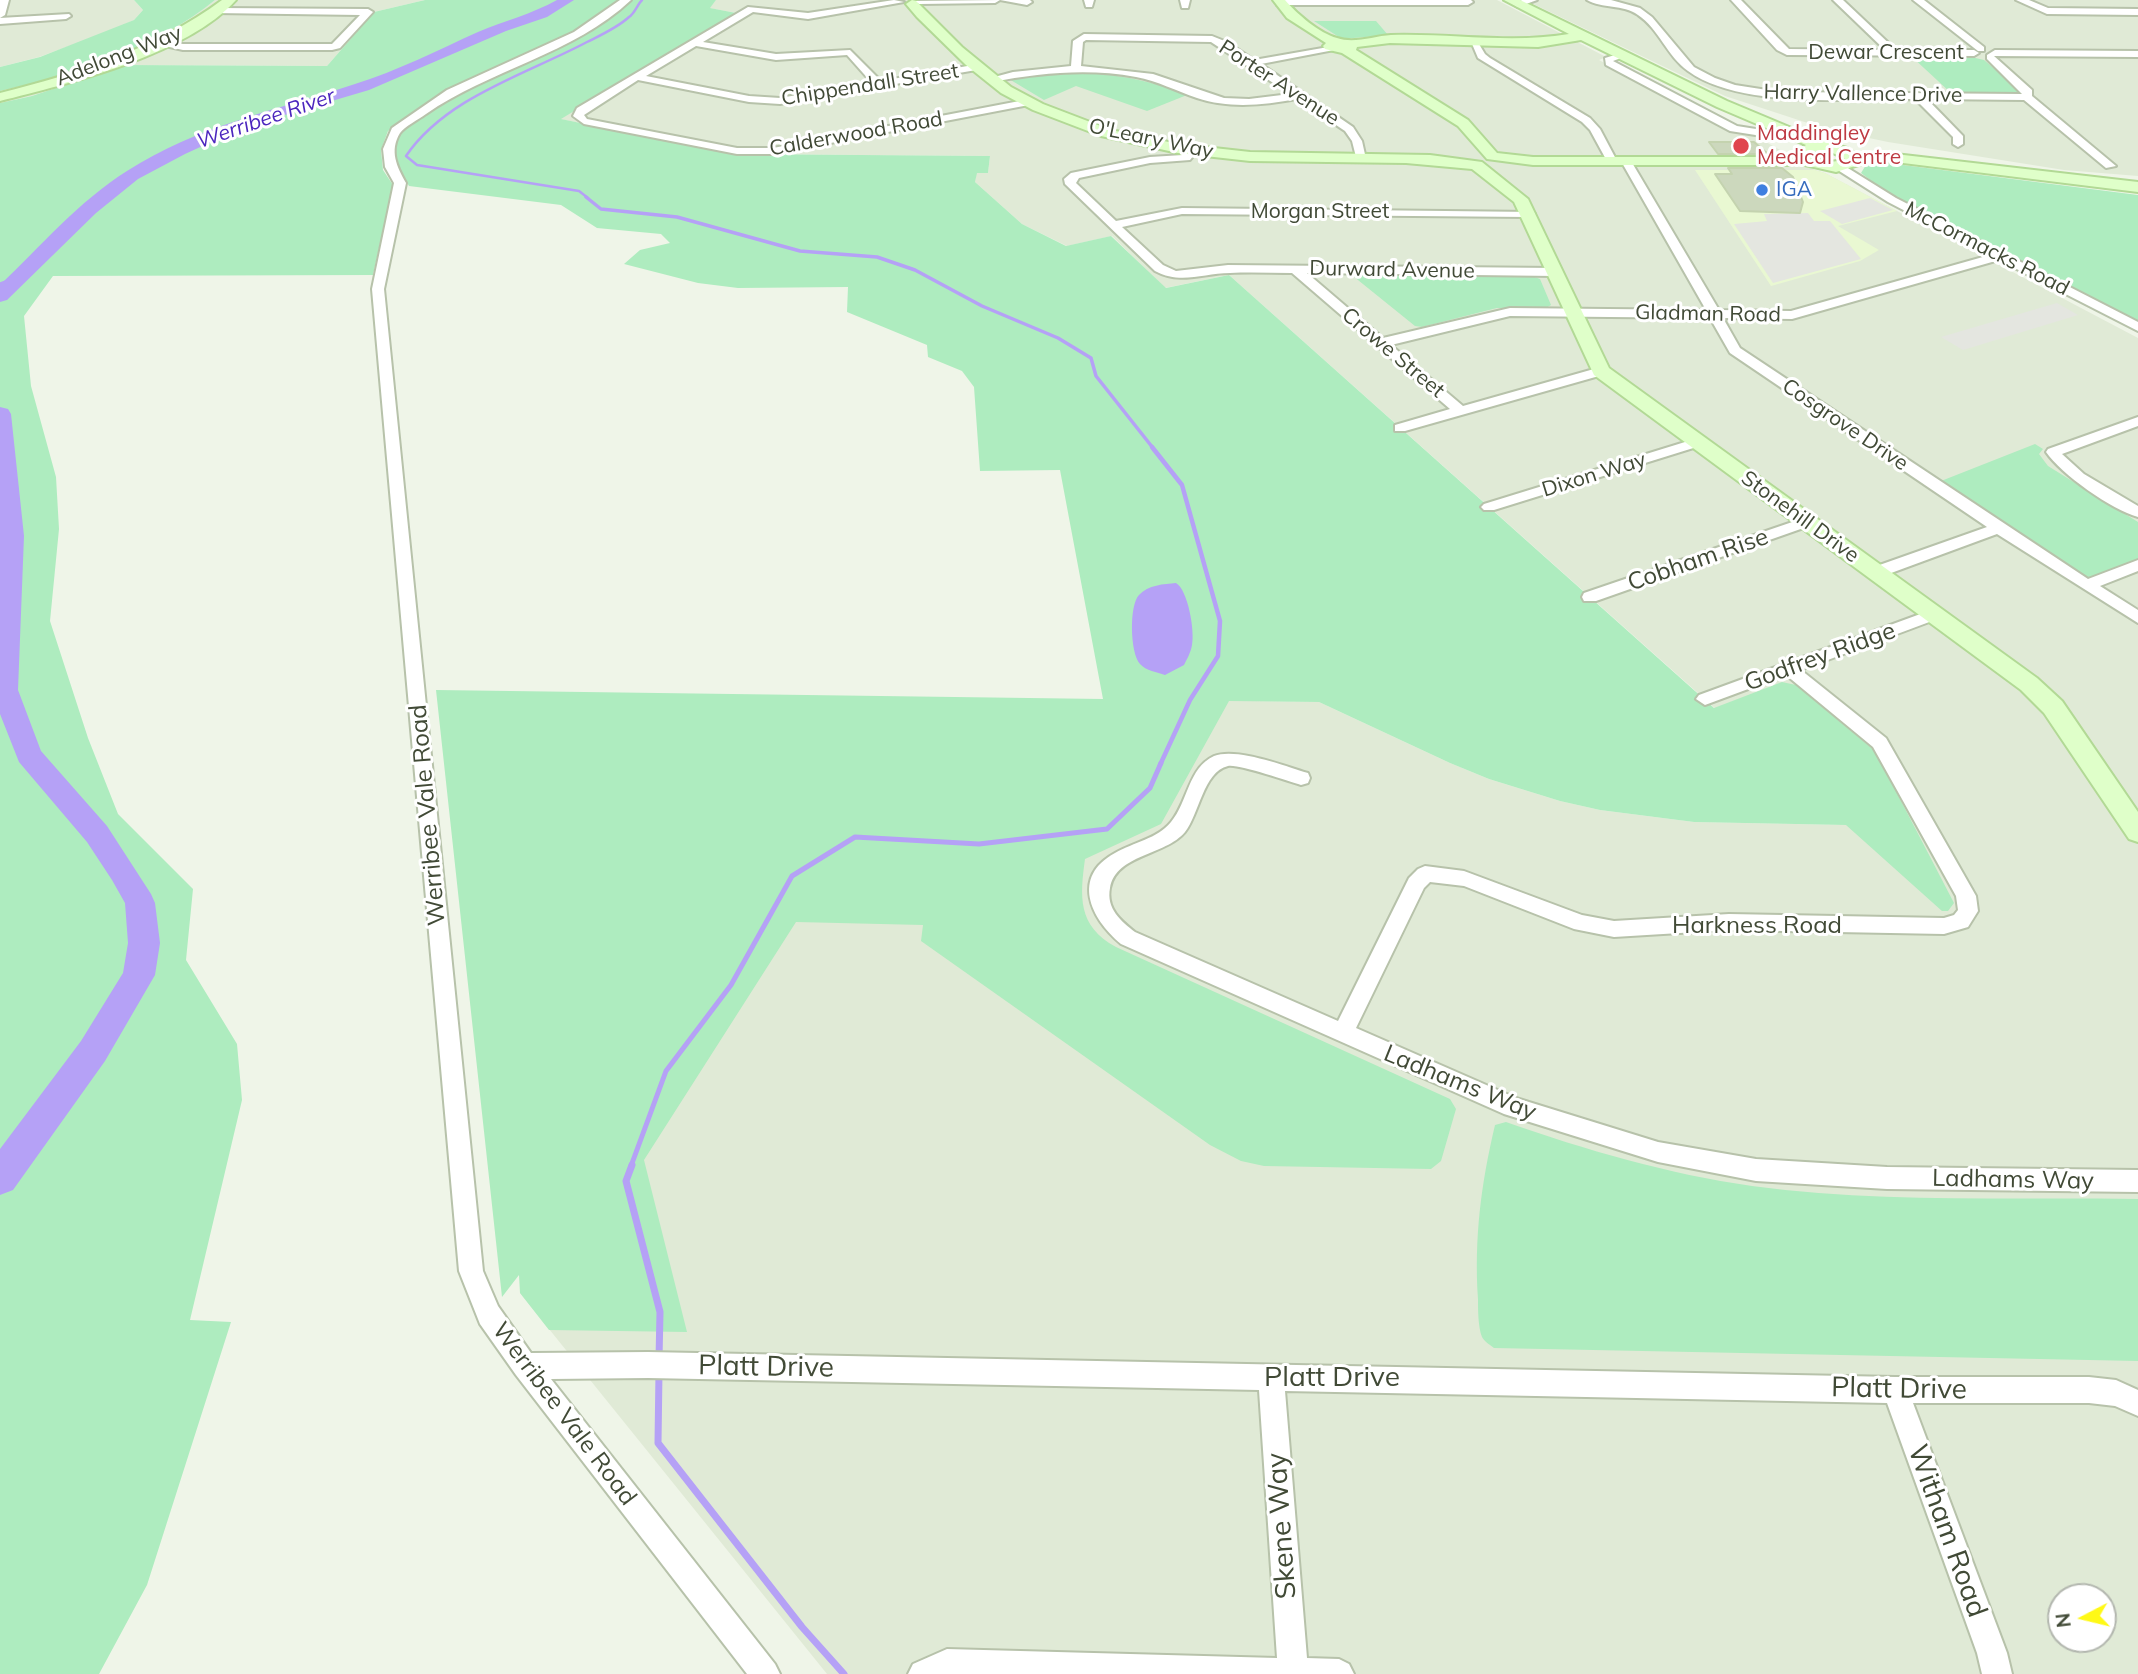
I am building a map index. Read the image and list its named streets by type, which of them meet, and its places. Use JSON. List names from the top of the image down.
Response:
{
  "streets": {
    "street": [
      "Dewar Crescent",
      "Adelong Way",
      "Porter Avenue",
      "Chippendall Street",
      "Harry Vallence Drive",
      "Calderwood Road",
      "O'Leary Way",
      "Morgan Street",
      "McCormacks Road",
      "Durward Avenue",
      "Gladman Road",
      "Crowe Street",
      "Cosgrove Drive",
      "Dixon Way",
      "Stonehill Drive",
      "Cobham Rise",
      "Godfrey Ridge",
      "Werribee Vale Road",
      "Harkness Road",
      "Ladhams Way",
      "Platt Drive",
      "Skene Way",
      "Witham Road"
    ]
  },
  "crossings": [
    ["Porter Avenue", "O'Leary Way"],
    ["Chippendall Street", "Calderwood Road"],
    ["Chippendall Street", "O'Leary Way"],
    ["Calderwood Road", "O'Leary Way"],
    ["O'Leary Way", "Durward Avenue"],
    ["O'Leary Way", "Cosgrove Drive"],
    ["O'Leary Way", "Stonehill Drive"],
    ["Morgan Street", "Durward Avenue"],
    ["Morgan Street", "Stonehill Drive"],
    ["McCormacks Road", "Gladman Road"],
    ["Durward Avenue", "Crowe Street"],
    ["Durward Avenue", "Stonehill Drive"],
    ["Gladman Road", "Crowe Street"],
    ["Gladman Road", "Cosgrove Drive"],
    ["Gladman Road", "Stonehill Drive"],
    ["Dixon Way", "Stonehill Drive"],
    ["Stonehill Drive", "Cobham Rise"],
    ["Stonehill Drive", "Godfrey Ridge"],
    ["Godfrey Ridge", "Harkness Road"],
    ["Werribee Vale Road", "Platt Drive"],
    ["Harkness Road", "Ladhams Way"],
    ["Platt Drive", "Skene Way"],
    ["Platt Drive", "Witham Road"]
  ],
  "water": ["Werribee River"],
  "places": ["Maddingley Medical Centre", "IGA"],
  "north": "left"
}
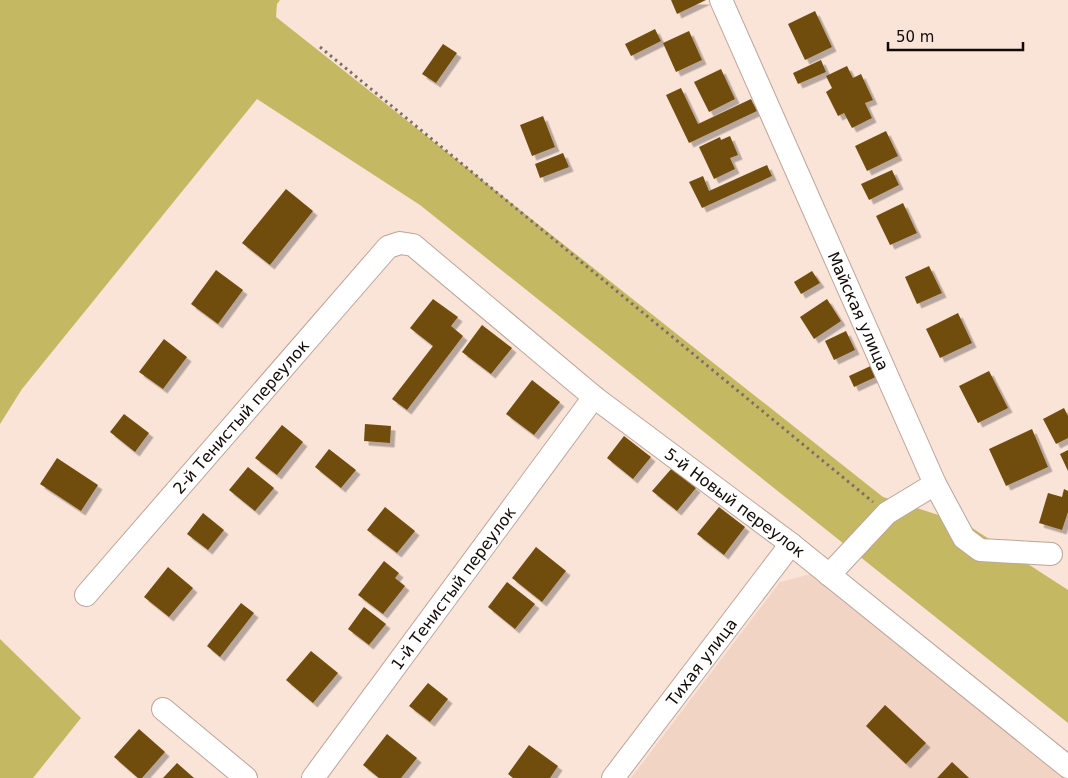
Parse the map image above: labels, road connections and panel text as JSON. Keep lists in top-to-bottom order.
{
  "streets": {
    "street": [
      "Майская улица",
      "2-й Тенистый переулок",
      "5-й Новый переулок",
      "1-й Тенистый переулок",
      "Тихая улица"
    ]
  },
  "crossings": [
    ["2-й Тенистый переулок", "5-й Новый переулок"],
    ["5-й Новый переулок", "1-й Тенистый переулок"],
    ["5-й Новый переулок", "Тихая улица"]
  ],
  "scale_bar": "50 m"
}
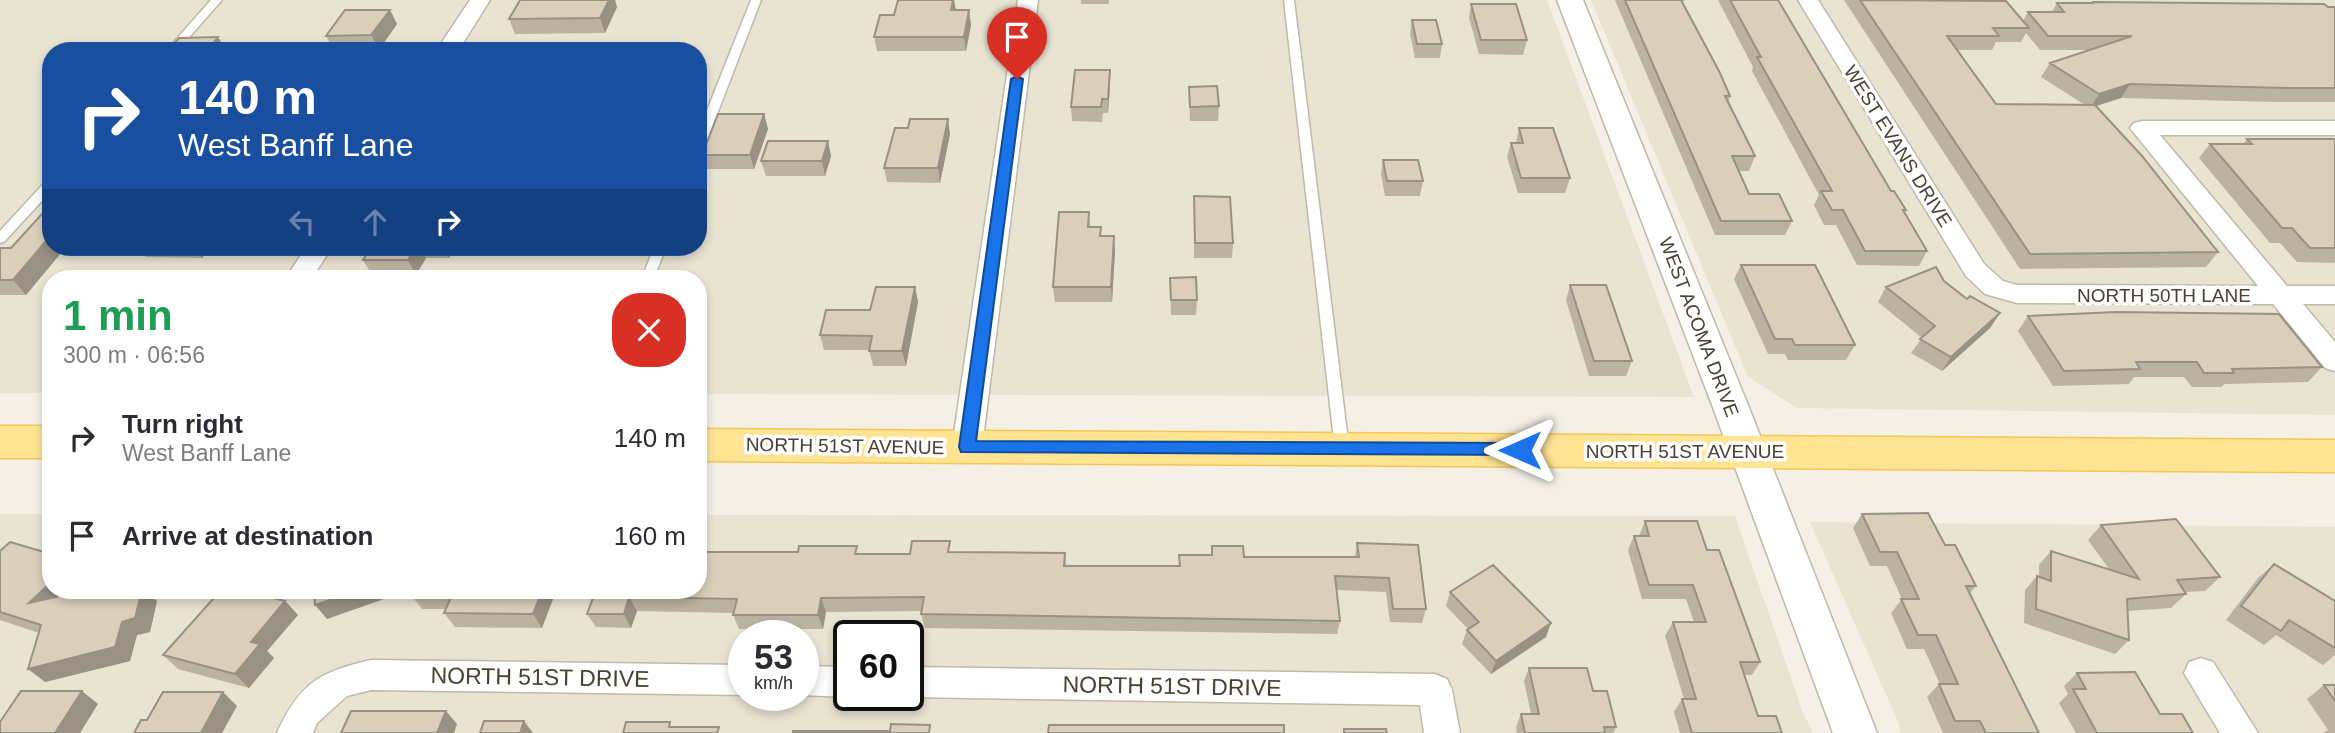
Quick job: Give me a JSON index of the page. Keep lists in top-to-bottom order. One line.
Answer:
{"streets":{"main road":["NORTH 51ST AVENUE"],"street":["WEST EVANS DRIVE","NORTH 50TH LANE","WEST ACOMA DRIVE","NORTH 51ST DRIVE"]},"crossings":[["WEST EVANS DRIVE","NORTH 50TH LANE"],["WEST ACOMA DRIVE","NORTH 51ST AVENUE"]],"page":{"turn":["140 m","West Banff Lane"],"heading":["1 min","300 m · 06:56"],"list":[{"name":"Turn right","note":"West Banff Lane","value":"140 m"},{"name":"Arrive at destination","value":"160 m"}],"speed":"53 km/h","limit":"60"}}
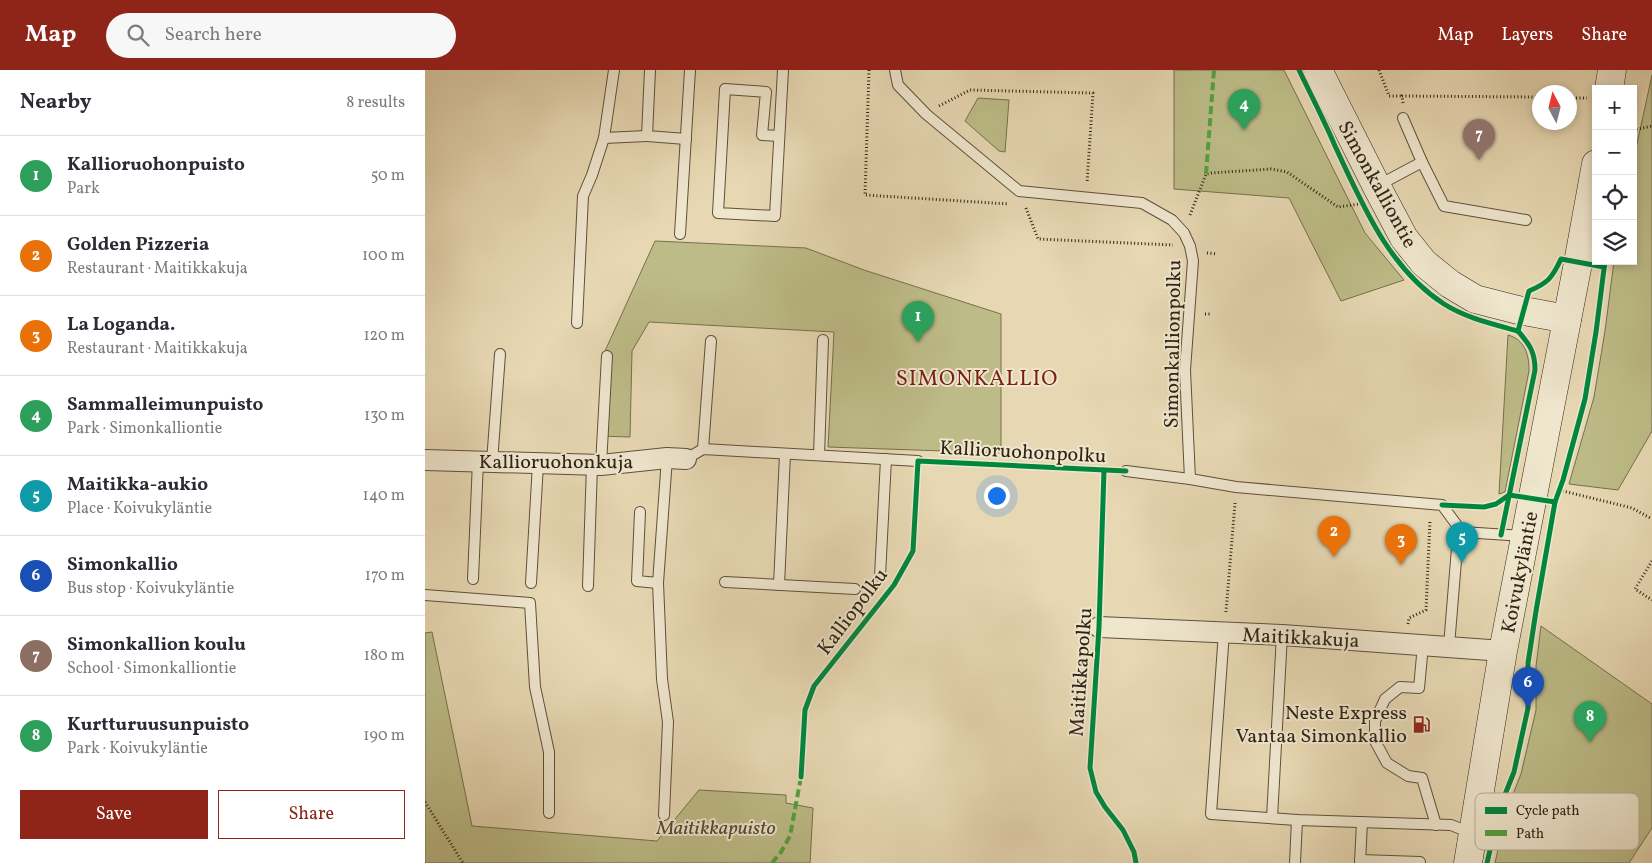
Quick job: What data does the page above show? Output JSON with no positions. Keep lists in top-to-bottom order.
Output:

┄┄┄┄┄┄

* GOAL OF THE EXERCISE *
Lines of the material in which the word "index" occurs are to be copied out.

* RESULT FOR THIS TASK *
I am building a map index. Read the image and list its named streets by type, which of them meet, and its places. Use JSON. List names from the top of the image down.
Quick job: Give me a JSON index of the page. Keep lists in top-to-bottom order. One line.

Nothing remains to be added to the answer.